DATA SHOWN below:
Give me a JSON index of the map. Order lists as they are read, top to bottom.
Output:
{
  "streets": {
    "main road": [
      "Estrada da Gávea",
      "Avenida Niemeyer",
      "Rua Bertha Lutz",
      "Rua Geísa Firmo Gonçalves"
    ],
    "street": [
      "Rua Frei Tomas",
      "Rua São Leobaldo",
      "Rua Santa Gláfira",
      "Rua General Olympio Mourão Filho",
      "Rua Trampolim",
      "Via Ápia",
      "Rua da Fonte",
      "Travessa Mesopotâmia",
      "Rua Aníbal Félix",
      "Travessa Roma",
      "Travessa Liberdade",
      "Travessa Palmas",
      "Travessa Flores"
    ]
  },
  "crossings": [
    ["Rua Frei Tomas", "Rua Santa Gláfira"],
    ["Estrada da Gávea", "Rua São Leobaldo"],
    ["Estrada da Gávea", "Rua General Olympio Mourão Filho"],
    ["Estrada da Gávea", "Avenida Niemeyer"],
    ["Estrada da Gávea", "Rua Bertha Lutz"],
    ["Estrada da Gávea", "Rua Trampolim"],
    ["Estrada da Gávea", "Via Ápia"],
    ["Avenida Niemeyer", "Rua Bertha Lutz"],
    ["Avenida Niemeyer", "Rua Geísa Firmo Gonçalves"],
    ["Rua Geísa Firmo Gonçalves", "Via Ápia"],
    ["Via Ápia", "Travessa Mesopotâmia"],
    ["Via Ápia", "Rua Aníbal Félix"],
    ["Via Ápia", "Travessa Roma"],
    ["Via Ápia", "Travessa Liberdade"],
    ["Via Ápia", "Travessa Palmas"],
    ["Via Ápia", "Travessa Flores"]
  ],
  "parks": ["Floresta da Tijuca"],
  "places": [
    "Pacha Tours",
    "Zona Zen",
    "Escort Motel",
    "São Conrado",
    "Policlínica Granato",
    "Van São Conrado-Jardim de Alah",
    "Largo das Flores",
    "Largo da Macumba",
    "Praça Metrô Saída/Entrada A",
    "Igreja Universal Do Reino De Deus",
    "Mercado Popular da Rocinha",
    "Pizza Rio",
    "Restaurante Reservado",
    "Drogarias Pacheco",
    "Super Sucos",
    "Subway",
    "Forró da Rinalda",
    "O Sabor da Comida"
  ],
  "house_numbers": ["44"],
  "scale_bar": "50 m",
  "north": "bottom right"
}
End of DATA SHOWN.
### YOUR OBJECTIVE
The required answer is a single number: how many lines above hold the string "Félix".

### RESULT OF THIS TASK
2